=== REQUIREMENT ===
In full and without alteration, copy the listing.

↓↓↓

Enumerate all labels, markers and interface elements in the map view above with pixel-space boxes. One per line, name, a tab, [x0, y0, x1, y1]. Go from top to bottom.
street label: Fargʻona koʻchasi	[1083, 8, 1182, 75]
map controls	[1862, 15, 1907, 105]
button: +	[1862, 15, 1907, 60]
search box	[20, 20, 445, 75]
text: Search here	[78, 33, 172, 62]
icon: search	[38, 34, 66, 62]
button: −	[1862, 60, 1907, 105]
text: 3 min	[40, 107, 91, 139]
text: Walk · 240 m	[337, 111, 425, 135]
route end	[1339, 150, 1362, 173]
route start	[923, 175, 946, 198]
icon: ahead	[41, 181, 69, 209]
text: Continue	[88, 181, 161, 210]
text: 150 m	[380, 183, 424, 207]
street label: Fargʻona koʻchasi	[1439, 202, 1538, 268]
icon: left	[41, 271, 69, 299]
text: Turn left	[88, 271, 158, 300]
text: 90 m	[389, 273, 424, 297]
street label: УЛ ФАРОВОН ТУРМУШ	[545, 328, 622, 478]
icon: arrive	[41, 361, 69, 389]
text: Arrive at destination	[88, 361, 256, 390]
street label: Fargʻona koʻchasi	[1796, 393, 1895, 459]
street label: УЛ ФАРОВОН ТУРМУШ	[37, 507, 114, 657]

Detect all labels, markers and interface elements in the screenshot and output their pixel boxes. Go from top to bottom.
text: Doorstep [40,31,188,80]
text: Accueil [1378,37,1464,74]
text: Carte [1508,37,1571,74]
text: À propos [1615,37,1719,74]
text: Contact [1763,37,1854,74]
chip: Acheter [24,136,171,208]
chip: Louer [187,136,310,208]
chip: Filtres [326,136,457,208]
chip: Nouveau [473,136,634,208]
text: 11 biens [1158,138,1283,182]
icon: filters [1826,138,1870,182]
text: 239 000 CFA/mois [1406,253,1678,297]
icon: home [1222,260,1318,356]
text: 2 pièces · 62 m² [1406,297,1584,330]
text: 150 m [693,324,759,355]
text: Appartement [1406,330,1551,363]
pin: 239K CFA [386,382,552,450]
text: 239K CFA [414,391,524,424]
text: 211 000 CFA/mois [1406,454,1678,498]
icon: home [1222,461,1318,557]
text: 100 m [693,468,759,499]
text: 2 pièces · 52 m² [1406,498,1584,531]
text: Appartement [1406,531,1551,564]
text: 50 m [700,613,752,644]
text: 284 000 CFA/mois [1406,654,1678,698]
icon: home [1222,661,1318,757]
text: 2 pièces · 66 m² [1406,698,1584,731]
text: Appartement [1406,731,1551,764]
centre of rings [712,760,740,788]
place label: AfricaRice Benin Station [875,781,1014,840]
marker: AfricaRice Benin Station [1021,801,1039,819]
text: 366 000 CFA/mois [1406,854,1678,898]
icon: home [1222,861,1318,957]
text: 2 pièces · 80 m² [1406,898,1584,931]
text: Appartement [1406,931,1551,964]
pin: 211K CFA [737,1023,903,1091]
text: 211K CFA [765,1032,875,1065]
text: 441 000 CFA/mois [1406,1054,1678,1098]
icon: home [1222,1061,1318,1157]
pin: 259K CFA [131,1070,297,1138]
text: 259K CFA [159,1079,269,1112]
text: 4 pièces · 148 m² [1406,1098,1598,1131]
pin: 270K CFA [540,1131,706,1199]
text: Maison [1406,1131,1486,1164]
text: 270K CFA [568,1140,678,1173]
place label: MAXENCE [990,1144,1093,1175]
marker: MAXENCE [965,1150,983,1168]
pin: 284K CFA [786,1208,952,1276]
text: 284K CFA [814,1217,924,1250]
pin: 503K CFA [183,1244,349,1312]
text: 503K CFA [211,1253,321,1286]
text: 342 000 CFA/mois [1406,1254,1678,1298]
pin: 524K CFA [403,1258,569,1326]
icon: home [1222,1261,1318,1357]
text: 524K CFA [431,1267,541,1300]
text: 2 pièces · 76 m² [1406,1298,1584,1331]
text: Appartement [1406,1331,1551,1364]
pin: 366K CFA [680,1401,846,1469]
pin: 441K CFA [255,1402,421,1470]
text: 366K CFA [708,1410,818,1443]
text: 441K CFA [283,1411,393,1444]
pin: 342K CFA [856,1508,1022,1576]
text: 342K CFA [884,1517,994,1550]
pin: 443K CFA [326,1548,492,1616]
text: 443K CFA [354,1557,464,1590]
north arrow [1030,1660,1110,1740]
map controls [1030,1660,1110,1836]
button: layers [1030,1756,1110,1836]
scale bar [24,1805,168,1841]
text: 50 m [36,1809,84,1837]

↑↑↑

=== WRITTEN RESPONSE ===
Enumerate all labels, markers and interface elements in the map view above with pixel-space boxes. One per line, name, a tab, [x0, y0, x1, y1]. Go from top to bottom.
street label: Fargʻona koʻchasi	[1083, 8, 1182, 75]
map controls	[1862, 15, 1907, 105]
button: +	[1862, 15, 1907, 60]
search box	[20, 20, 445, 75]
text: Search here	[78, 33, 172, 62]
icon: search	[38, 34, 66, 62]
button: −	[1862, 60, 1907, 105]
text: 3 min	[40, 107, 91, 139]
text: Walk · 240 m	[337, 111, 425, 135]
route end	[1339, 150, 1362, 173]
route start	[923, 175, 946, 198]
icon: ahead	[41, 181, 69, 209]
text: Continue	[88, 181, 161, 210]
text: 150 m	[380, 183, 424, 207]
street label: Fargʻona koʻchasi	[1439, 202, 1538, 268]
icon: left	[41, 271, 69, 299]
text: Turn left	[88, 271, 158, 300]
text: 90 m	[389, 273, 424, 297]
street label: УЛ ФАРОВОН ТУРМУШ	[545, 328, 622, 478]
icon: arrive	[41, 361, 69, 389]
text: Arrive at destination	[88, 361, 256, 390]
street label: Fargʻona koʻchasi	[1796, 393, 1895, 459]
street label: УЛ ФАРОВОН ТУРМУШ	[37, 507, 114, 657]

Detect all labels, markers and interface elements in the screenshot and output their pixel boxes. Go from top to bottom.
text: Doorstep [40,31,188,80]
text: Accueil [1378,37,1464,74]
text: Carte [1508,37,1571,74]
text: À propos [1615,37,1719,74]
text: Contact [1763,37,1854,74]
chip: Acheter [24,136,171,208]
chip: Louer [187,136,310,208]
chip: Filtres [326,136,457,208]
chip: Nouveau [473,136,634,208]
text: 11 biens [1158,138,1283,182]
icon: filters [1826,138,1870,182]
text: 239 000 CFA/mois [1406,253,1678,297]
icon: home [1222,260,1318,356]
text: 2 pièces · 62 m² [1406,297,1584,330]
text: 150 m [693,324,759,355]
text: Appartement [1406,330,1551,363]
pin: 239K CFA [386,382,552,450]
text: 239K CFA [414,391,524,424]
text: 211 000 CFA/mois [1406,454,1678,498]
icon: home [1222,461,1318,557]
text: 100 m [693,468,759,499]
text: 2 pièces · 52 m² [1406,498,1584,531]
text: Appartement [1406,531,1551,564]
text: 50 m [700,613,752,644]
text: 284 000 CFA/mois [1406,654,1678,698]
icon: home [1222,661,1318,757]
text: 2 pièces · 66 m² [1406,698,1584,731]
text: Appartement [1406,731,1551,764]
centre of rings [712,760,740,788]
place label: AfricaRice Benin Station [875,781,1014,840]
marker: AfricaRice Benin Station [1021,801,1039,819]
text: 366 000 CFA/mois [1406,854,1678,898]
icon: home [1222,861,1318,957]
text: 2 pièces · 80 m² [1406,898,1584,931]
text: Appartement [1406,931,1551,964]
pin: 211K CFA [737,1023,903,1091]
text: 211K CFA [765,1032,875,1065]
text: 441 000 CFA/mois [1406,1054,1678,1098]
icon: home [1222,1061,1318,1157]
pin: 259K CFA [131,1070,297,1138]
text: 259K CFA [159,1079,269,1112]
text: 4 pièces · 148 m² [1406,1098,1598,1131]
pin: 270K CFA [540,1131,706,1199]
text: Maison [1406,1131,1486,1164]
text: 270K CFA [568,1140,678,1173]
place label: MAXENCE [990,1144,1093,1175]
marker: MAXENCE [965,1150,983,1168]
pin: 284K CFA [786,1208,952,1276]
text: 284K CFA [814,1217,924,1250]
pin: 503K CFA [183,1244,349,1312]
text: 503K CFA [211,1253,321,1286]
text: 342 000 CFA/mois [1406,1254,1678,1298]
pin: 524K CFA [403,1258,569,1326]
icon: home [1222,1261,1318,1357]
text: 524K CFA [431,1267,541,1300]
text: 2 pièces · 76 m² [1406,1298,1584,1331]
text: Appartement [1406,1331,1551,1364]
pin: 366K CFA [680,1401,846,1469]
pin: 441K CFA [255,1402,421,1470]
text: 366K CFA [708,1410,818,1443]
text: 441K CFA [283,1411,393,1444]
pin: 342K CFA [856,1508,1022,1576]
text: 342K CFA [884,1517,994,1550]
pin: 443K CFA [326,1548,492,1616]
text: 443K CFA [354,1557,464,1590]
north arrow [1030,1660,1110,1740]
map controls [1030,1660,1110,1836]
button: layers [1030,1756,1110,1836]
scale bar [24,1805,168,1841]
text: 50 m [36,1809,84,1837]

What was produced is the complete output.